Recognizing the shape

Most of the value here isn't in the API. It's in learning to recognize when you're dealing with a workflow rather than an application.

You're probably looking at a durable workflow when:

The process lives longer than a single request.
Humans participate in the process.
External systems control part of the timeline.
Steps must happen in a specific order.
Failure halfway through creates business damage.
Someone regularly asks, "Where is this application right now?"
You have a status enum that's growing faster than you'd like.
A cron job exists primarily to find work that got stuck.

If several of those sound familiar, there's a good chance you're not building CRUD anymore.

Once you have that lens, factoring stops looking special. The same shape appears in onboarding and KYC, order fulfillment, account provisioning, subscription lifecycles, document processing, reconciliation systems, payouts, and large-scale migrations. Different industries, same underlying problem.

And when not to: a 200ms CRUD endpoint, a fire-and-forget notification, plain request/response. Durable workflows cost something to run (a cluster or Temporal Cloud, plus workers), so for short, stateless work they're pure overkill. The payoff scales with how long the process lives and how much it hurts when it breaks midway.

What you stop writing

This is the real return. You stop writing status columns, because the code's position is the state. You stop writing polling jobs, bespoke retry logic, and reconciliation scripts that guess what happened after a crash. You stop writing the defensive "what if we deploy mid-process" handling, because mid-flight deploys become a non-event. And you get observability for free: every run has a complete, queryable history of what happened and when, so "why did this sit for nine days?" is a log query, not a forensic exercise. This is where durable workflows stop being an architectural preference and start becoming an economic argument.

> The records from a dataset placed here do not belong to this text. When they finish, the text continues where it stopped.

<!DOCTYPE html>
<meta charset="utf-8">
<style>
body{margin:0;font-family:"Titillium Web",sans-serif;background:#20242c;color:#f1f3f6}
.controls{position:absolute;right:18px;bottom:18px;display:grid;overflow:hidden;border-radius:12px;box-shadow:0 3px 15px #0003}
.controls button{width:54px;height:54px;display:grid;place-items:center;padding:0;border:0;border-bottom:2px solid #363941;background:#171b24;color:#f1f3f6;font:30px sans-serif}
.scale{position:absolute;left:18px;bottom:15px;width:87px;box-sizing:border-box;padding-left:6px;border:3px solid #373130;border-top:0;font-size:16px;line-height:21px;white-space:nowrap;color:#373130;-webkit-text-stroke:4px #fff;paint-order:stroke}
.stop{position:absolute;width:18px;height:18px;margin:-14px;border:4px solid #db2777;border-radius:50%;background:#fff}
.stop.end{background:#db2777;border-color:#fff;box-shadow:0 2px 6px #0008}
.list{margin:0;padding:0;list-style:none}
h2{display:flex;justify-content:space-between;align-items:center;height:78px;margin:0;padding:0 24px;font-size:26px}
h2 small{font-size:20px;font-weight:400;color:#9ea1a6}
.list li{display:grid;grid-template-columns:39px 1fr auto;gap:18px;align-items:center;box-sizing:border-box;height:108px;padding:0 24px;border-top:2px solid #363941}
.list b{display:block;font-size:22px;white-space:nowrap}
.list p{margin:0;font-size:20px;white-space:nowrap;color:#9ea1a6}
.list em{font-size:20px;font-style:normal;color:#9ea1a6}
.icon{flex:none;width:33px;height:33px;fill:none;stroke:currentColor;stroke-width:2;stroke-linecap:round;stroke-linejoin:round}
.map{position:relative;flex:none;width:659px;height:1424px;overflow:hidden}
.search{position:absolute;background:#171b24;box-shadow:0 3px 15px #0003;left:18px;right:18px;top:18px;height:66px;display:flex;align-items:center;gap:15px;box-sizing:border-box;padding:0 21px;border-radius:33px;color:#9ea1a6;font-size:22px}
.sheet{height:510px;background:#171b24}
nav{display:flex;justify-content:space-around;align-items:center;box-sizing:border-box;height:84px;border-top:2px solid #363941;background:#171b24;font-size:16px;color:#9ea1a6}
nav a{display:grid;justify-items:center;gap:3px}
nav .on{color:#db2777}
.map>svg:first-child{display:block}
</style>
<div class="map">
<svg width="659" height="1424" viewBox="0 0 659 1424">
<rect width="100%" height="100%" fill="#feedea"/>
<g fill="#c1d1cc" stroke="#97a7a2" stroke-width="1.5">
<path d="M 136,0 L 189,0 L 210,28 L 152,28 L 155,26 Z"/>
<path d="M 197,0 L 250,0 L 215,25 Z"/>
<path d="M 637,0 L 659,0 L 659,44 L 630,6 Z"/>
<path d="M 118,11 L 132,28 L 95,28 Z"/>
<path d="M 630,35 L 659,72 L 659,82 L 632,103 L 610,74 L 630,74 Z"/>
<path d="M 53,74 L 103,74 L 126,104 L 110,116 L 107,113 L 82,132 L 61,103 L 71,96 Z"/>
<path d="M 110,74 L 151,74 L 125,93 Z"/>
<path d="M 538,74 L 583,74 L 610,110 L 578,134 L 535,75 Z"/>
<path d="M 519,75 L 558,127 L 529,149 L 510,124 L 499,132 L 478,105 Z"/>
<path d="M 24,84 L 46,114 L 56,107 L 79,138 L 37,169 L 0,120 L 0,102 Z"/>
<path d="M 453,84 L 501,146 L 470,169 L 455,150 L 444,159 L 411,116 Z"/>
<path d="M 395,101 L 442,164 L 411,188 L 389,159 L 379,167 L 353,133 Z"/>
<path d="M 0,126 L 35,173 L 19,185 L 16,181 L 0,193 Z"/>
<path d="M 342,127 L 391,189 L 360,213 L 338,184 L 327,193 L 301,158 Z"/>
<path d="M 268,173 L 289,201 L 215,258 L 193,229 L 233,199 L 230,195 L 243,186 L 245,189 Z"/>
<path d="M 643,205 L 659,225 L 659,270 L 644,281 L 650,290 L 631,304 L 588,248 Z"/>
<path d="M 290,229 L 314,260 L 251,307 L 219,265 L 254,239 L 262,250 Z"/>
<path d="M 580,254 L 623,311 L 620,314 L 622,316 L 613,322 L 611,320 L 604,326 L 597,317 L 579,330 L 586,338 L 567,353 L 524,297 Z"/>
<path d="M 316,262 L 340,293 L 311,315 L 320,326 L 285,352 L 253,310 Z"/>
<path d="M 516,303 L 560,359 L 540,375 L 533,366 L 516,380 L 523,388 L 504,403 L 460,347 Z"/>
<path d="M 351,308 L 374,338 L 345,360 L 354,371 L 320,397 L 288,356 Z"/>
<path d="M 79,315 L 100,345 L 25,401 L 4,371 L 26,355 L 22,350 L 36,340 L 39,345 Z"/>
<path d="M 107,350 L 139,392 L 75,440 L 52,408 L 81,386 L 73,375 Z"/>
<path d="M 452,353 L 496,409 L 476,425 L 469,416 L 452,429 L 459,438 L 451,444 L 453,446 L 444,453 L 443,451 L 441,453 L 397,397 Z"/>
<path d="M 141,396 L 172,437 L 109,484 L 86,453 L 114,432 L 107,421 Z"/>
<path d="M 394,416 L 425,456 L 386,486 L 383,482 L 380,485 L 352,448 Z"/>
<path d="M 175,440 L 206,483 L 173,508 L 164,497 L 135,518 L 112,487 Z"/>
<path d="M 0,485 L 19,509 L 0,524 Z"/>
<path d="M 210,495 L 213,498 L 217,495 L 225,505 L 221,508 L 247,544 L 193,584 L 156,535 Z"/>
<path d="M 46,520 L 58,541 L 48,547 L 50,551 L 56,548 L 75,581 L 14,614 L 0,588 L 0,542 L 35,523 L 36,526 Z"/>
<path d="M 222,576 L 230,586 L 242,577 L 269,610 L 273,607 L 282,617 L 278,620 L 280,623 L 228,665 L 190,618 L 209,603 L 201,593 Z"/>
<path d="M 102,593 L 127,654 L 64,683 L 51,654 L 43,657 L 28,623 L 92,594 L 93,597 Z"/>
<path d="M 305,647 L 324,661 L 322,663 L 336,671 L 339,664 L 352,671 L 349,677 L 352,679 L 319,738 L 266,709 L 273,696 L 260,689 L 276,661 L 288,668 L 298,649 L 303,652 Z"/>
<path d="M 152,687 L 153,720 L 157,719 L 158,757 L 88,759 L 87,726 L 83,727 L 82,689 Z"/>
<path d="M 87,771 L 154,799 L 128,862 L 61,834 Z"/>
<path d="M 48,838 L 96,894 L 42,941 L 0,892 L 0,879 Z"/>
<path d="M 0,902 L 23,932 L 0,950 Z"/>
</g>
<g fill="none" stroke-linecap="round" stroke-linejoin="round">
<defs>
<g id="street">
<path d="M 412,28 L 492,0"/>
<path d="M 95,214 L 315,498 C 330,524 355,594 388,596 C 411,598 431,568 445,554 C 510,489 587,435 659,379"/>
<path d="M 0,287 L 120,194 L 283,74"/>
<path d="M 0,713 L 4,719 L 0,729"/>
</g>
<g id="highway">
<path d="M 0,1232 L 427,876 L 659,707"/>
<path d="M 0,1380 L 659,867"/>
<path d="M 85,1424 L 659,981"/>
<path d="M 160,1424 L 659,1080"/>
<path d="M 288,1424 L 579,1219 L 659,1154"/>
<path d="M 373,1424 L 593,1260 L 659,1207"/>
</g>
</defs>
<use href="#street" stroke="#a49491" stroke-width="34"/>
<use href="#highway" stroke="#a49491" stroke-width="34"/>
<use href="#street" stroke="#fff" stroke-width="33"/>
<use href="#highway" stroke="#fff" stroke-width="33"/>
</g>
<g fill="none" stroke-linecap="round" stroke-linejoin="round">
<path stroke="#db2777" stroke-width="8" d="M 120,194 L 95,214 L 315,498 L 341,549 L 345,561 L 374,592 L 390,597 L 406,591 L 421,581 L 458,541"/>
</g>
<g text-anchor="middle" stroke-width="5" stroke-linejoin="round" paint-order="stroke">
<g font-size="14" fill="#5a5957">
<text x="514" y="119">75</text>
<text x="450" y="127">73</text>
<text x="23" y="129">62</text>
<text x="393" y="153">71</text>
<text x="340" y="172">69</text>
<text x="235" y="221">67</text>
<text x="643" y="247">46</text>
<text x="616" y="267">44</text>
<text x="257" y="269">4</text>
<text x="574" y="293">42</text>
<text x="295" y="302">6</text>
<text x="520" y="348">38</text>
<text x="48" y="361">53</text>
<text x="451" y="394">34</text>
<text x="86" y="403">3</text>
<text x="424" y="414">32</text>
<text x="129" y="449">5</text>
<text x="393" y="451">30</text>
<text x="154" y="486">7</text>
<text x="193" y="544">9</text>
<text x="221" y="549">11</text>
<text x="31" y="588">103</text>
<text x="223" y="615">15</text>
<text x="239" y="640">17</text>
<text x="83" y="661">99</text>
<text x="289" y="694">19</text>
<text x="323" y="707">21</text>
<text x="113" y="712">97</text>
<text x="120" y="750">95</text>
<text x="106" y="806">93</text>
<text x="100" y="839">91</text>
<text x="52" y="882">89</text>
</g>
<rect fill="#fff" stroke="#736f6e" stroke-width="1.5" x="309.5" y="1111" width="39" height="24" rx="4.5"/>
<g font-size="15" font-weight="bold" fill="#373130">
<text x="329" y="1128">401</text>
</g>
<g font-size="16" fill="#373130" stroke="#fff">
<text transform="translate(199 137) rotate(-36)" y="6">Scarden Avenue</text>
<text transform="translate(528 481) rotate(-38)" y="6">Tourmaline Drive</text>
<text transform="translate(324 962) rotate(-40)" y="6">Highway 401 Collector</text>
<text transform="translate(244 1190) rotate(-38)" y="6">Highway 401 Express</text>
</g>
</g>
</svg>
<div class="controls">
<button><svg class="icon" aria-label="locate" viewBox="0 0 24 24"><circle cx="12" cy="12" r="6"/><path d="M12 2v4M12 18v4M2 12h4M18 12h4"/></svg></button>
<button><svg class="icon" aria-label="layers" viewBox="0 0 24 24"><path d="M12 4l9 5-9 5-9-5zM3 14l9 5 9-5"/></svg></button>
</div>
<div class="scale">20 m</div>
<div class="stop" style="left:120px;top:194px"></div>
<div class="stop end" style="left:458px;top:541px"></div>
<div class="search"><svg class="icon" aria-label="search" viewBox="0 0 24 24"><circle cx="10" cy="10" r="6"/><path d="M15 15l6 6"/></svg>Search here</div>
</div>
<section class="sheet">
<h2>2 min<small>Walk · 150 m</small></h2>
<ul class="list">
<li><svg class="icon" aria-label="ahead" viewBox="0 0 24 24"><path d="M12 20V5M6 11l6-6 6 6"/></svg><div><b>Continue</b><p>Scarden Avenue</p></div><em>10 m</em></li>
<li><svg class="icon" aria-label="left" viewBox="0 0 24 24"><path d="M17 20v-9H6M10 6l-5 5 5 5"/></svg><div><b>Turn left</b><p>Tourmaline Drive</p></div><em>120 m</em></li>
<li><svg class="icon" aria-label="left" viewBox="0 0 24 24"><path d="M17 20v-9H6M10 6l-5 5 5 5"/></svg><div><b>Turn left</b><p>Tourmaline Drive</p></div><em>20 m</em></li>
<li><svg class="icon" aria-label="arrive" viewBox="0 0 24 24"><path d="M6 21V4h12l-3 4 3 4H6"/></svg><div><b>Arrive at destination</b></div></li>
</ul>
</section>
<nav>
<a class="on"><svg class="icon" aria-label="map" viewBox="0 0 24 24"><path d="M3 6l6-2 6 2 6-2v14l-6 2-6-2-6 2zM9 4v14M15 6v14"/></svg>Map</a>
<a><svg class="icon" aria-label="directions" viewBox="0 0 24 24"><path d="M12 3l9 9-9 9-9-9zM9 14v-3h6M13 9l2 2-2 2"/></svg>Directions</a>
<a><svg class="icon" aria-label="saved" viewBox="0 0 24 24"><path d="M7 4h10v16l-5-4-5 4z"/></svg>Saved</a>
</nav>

The one thing you take on is a discipline: Workflow code has to be deterministic, so anything unpredictable (the clock, randomness, network calls) lives in Activities. In practice that's just orchestration in the Workflow, outside-world stuff in Activities, which is the separation you wanted anyway.

The takeaway

The skill isn't knowing Temporal's API. It's recognizing the shape: long-running, human-gated, stateful, can't-fail-halfway. When a process has that shape, stop hand-rolling durability one cron job at a time.

Write the process as one honest function and let the platform handle the waiting, the retries, and the recovery. Otherwise you'll build your own workflow engine anyway, slowly, accidentally, in production at 3am.

The first time one of these survives a crash untouched, it feels like cheating. It isn't. You're just finally building the system instead of babysitting it.